WHAT YOU NEED TO DO: Whenever a line of the records below contains the word "position", copy that line.

:::::

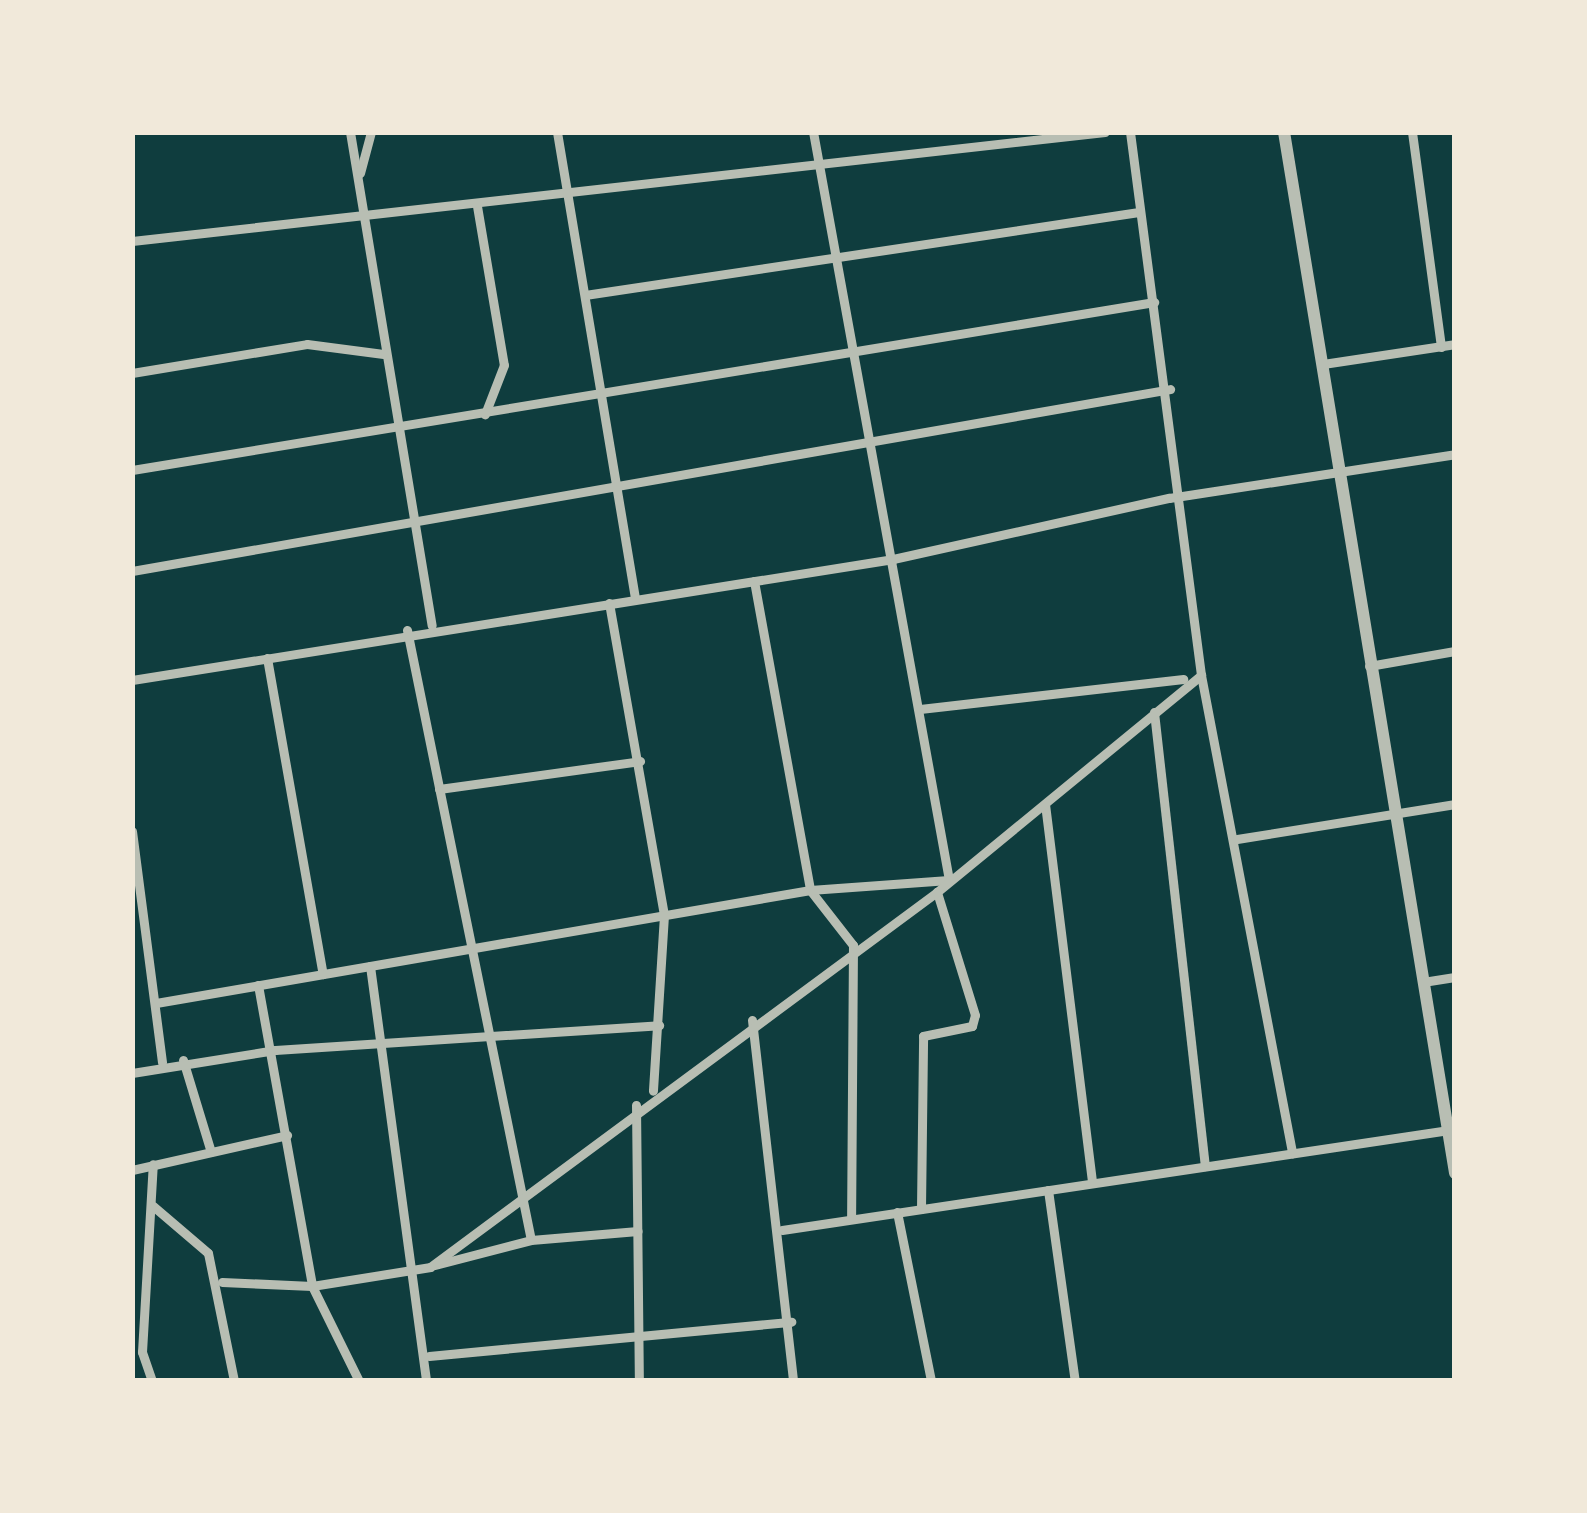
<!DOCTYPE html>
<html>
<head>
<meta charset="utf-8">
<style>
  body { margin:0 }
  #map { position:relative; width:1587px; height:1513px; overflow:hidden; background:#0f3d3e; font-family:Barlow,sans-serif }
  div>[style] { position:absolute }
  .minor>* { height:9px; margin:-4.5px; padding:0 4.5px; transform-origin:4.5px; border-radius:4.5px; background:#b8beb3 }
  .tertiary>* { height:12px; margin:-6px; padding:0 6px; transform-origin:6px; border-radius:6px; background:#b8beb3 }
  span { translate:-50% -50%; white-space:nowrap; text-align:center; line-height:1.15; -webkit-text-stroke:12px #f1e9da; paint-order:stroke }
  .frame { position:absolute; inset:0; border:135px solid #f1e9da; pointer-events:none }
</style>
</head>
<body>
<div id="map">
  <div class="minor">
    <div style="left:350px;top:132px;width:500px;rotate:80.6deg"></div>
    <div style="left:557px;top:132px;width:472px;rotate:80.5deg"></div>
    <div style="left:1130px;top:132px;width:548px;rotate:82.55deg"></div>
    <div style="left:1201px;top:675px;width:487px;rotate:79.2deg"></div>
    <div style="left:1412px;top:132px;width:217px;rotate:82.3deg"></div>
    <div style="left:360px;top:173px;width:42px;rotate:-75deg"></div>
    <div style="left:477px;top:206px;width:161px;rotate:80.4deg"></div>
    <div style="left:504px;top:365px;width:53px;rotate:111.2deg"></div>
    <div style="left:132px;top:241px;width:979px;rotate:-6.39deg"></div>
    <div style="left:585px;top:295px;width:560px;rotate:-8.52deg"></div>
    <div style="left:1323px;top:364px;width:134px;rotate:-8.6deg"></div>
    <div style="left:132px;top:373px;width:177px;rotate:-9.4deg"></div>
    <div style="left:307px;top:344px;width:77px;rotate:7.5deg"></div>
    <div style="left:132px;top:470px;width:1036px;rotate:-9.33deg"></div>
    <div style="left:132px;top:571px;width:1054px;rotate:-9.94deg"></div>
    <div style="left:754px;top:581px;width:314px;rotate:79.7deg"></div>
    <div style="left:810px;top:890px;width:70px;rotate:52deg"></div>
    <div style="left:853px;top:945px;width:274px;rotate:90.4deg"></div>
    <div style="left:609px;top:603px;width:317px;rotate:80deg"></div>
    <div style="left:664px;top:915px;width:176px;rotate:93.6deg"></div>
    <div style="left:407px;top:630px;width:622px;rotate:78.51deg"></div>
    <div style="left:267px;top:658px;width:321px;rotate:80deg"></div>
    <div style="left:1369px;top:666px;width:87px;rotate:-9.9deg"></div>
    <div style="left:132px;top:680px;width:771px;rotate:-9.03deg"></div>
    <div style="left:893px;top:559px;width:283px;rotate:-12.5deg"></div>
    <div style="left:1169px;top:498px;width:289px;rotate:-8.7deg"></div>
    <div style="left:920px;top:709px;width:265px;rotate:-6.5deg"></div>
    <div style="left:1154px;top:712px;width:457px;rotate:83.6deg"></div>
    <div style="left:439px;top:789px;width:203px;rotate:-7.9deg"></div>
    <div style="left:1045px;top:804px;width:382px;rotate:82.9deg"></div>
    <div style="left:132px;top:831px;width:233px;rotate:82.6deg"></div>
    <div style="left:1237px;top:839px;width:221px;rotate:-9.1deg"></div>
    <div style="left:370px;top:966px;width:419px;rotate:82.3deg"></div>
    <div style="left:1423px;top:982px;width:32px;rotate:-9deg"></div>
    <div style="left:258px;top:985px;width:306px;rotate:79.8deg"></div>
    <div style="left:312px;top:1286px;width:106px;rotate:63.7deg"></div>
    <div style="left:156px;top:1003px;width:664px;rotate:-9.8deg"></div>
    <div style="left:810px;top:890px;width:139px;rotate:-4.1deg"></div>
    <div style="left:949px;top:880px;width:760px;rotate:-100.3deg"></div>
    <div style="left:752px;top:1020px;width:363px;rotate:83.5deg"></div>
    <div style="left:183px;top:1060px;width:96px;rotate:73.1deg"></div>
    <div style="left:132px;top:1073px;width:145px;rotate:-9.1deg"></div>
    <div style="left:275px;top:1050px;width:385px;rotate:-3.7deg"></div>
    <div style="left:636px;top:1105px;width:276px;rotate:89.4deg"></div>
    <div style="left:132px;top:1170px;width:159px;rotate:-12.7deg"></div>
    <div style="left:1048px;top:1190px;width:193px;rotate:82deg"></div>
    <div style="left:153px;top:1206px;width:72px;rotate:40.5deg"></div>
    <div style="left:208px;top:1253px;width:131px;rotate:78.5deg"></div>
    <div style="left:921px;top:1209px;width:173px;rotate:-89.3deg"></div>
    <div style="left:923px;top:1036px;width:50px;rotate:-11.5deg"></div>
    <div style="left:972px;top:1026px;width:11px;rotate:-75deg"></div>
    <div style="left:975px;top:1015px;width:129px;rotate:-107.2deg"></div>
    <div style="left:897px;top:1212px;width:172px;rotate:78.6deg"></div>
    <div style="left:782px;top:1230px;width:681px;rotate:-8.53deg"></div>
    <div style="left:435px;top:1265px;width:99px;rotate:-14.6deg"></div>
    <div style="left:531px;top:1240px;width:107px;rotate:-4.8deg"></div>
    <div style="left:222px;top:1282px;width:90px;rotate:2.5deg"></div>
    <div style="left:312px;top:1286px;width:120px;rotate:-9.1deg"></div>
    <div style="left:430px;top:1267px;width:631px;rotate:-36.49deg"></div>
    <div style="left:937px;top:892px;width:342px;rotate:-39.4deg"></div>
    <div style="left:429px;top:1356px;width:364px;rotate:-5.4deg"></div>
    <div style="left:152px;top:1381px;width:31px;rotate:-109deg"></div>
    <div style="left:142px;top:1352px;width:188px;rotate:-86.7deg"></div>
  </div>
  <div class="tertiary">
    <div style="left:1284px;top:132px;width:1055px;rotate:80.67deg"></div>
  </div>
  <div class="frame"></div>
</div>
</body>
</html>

:::::

OUTPUT FOR THIS EXERCISE:
  #map { position:relative; width:1587px; height:1513px; overflow:hidden; background:#0f3d3e; font-family:Barlow,sans-serif }
  div>[style] { position:absolute }
  .frame { position:absolute; inset:0; border:135px solid #f1e9da; pointer-events:none }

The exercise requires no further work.